I’ve been reframing it in my head like: I might sink a bunch of time into scripts, use them for a few years and then stop having the capacity to update them. I charged no money, told no lies, harmed nobody and the only potential harm is to myself if I try to exceed my capacity.

Idk how you want to approach the problem but I feel it’s one we all share and wanted to provide my approach. If you’d benefit from a partner and want to revisit seaflex beyond this fix (the feature suggestions in this thread are up my alley in some ways and excite me) or you just another set of hands that can merge little fixes in the repo I happily volunteer!

the fix for anyone looking to fix `seaflex` in the meantime

Just update the import of polycut to the new way found in ash/earthsea.

9 Likes

What a thoughtful response to a more-than-3-year-old message! I appreciate the fix and the offer for another set of hands.
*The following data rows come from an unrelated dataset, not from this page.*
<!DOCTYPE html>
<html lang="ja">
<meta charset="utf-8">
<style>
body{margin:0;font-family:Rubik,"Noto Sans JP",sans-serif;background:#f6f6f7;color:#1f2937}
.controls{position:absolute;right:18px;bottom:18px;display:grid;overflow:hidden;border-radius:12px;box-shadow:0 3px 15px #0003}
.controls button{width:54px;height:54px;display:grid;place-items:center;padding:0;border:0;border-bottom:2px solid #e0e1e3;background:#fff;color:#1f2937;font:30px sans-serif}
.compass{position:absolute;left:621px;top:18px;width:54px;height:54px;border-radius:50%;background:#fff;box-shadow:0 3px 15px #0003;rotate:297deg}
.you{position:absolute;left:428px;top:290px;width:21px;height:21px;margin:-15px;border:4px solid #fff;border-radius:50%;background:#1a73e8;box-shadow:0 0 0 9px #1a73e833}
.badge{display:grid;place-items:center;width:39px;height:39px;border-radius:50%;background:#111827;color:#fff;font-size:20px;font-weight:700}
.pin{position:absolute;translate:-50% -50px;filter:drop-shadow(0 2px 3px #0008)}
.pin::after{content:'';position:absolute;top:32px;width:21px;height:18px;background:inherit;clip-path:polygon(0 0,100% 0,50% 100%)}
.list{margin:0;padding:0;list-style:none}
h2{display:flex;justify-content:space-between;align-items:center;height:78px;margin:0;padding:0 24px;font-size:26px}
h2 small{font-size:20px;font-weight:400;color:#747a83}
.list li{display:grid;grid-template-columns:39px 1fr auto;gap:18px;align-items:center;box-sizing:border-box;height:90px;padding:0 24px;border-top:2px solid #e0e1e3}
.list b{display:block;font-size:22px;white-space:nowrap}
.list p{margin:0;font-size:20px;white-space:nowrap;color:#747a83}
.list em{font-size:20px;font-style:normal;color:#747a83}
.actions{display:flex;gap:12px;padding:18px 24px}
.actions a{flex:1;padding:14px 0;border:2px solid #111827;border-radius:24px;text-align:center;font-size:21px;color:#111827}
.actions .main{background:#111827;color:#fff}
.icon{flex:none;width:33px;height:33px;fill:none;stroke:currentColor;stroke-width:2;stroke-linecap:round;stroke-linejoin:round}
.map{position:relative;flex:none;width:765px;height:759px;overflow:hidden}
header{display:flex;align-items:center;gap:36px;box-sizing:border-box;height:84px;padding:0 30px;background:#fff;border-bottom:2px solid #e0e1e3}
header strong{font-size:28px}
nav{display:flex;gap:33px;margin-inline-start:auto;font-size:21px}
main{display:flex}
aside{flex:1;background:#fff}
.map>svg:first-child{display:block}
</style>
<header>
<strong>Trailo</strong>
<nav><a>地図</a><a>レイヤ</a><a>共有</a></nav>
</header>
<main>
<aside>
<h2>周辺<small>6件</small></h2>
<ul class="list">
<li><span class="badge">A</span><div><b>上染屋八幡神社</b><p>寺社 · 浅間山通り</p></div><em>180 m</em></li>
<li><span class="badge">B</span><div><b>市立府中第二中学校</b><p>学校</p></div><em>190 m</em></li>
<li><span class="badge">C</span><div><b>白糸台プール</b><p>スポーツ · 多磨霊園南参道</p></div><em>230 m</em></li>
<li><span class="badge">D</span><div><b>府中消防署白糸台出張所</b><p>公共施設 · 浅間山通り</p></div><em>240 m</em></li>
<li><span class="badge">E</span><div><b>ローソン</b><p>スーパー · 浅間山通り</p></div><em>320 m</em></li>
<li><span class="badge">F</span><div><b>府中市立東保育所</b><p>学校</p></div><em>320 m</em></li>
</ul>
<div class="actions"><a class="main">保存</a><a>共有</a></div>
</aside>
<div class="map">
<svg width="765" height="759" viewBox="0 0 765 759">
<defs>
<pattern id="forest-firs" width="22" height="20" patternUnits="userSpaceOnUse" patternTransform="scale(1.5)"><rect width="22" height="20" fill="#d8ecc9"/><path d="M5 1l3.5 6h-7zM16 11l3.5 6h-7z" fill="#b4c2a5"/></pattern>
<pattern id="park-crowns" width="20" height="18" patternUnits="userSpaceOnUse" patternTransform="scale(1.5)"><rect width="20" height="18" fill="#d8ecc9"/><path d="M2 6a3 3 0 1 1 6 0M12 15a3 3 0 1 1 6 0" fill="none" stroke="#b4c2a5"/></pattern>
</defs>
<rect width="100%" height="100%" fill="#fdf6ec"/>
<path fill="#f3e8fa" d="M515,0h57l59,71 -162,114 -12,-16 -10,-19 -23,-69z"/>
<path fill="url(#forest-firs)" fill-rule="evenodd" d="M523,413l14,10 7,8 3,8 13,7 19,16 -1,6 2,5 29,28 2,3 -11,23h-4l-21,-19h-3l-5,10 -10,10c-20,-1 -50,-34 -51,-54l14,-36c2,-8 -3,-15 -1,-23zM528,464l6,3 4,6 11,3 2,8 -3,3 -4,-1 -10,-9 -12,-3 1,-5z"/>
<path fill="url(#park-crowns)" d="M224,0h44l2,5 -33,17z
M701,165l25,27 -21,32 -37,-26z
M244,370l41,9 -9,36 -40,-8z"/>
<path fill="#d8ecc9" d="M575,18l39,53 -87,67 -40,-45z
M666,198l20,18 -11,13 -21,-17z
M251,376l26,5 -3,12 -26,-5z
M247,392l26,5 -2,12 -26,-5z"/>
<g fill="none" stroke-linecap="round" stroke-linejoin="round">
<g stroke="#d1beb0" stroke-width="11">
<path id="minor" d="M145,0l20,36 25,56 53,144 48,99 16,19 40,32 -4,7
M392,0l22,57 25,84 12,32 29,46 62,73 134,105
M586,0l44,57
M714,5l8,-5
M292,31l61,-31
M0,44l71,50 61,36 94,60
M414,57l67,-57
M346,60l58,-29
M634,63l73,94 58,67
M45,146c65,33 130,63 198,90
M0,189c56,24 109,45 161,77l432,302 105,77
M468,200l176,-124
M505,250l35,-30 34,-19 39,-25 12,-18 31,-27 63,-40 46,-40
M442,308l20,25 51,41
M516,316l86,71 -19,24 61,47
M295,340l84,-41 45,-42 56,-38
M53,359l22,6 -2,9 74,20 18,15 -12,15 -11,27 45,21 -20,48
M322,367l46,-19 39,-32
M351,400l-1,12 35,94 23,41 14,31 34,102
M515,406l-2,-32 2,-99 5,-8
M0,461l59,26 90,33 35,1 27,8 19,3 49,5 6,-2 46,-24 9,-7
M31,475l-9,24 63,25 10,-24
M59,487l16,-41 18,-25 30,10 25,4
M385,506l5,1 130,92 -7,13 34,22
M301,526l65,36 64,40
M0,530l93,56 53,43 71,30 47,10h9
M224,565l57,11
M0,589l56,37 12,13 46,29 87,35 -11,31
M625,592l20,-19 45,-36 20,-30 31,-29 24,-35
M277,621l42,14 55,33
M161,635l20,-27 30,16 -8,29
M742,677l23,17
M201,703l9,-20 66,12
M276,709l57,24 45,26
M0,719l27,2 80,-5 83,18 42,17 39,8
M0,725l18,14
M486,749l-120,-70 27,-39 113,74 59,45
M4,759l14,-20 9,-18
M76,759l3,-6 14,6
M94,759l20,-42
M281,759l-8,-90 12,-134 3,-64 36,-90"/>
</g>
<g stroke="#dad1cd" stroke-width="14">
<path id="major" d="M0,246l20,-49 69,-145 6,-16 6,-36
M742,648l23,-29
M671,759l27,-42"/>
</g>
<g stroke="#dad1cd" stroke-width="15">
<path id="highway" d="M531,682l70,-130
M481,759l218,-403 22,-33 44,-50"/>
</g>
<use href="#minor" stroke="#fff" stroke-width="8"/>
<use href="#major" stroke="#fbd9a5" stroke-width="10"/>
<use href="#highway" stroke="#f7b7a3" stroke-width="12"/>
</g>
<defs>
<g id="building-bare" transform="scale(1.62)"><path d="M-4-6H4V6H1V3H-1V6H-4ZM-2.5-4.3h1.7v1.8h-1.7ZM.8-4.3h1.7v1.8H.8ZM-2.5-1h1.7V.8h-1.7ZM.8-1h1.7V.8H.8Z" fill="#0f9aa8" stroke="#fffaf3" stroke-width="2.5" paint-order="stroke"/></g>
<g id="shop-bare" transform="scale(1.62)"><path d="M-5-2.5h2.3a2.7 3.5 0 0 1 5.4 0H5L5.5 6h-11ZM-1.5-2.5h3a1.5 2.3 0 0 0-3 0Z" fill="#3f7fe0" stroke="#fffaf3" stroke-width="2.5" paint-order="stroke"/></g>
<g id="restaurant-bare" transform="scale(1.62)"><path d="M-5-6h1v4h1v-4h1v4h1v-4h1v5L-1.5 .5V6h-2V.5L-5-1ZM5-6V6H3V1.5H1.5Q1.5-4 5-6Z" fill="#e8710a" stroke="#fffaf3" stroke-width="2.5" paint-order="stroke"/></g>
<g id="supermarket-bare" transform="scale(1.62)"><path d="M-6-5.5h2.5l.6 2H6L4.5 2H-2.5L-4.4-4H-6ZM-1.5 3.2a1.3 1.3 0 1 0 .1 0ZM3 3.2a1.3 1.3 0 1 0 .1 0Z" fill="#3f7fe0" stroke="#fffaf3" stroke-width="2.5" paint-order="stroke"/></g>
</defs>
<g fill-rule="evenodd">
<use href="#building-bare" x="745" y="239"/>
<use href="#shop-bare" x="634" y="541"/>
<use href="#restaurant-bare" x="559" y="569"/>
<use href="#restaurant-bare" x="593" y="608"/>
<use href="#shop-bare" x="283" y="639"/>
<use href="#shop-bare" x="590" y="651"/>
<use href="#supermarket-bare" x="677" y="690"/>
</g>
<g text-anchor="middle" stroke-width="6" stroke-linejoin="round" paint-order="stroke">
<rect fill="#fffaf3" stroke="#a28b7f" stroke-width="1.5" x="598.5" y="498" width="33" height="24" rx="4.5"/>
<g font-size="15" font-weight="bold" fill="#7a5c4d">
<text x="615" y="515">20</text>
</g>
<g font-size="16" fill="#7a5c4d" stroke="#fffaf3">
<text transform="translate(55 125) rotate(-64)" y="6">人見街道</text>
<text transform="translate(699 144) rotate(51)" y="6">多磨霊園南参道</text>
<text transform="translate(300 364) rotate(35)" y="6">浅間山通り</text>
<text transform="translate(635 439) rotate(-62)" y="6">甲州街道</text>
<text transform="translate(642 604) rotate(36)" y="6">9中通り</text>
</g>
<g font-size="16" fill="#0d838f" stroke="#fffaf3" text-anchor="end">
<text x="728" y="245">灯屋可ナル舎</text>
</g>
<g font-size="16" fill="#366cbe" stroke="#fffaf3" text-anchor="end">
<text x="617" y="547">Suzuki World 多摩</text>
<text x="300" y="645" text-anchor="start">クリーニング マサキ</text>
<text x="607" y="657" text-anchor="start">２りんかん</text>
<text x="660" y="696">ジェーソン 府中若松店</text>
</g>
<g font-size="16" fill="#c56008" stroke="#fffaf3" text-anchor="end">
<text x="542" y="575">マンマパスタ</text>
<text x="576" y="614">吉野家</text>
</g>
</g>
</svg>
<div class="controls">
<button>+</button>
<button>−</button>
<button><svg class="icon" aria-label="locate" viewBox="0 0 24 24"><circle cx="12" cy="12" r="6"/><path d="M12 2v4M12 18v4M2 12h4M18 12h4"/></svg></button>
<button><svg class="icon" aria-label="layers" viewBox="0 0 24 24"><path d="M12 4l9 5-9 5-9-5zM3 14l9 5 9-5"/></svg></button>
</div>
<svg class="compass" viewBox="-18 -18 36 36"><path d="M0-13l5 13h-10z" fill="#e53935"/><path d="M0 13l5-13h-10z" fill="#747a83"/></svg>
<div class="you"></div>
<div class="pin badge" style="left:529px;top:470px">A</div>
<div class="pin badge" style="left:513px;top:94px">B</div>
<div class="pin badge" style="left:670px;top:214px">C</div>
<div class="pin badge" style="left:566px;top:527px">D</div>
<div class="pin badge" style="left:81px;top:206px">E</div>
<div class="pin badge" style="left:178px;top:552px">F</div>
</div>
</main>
I gladly accept - you’re more than welcome to take on any feature developments that excite you, and please let me know if there is any support I can offer.

I’m happy to see new life breathed into one of my old projects :slightly_smiling_face:

3 Likes

Yeah dawg!

PR is up and I’m actually going to scratch my own itch first when I have time to contribute a feature.

I want to use HID to search and display chords. Probably will also look for easy wins where more current norns utilities could improve existing code.

Being able to go backwards from name to grid would really help me recement the theory I’ve forgotten since devoting most of my time to a career change for a couple years.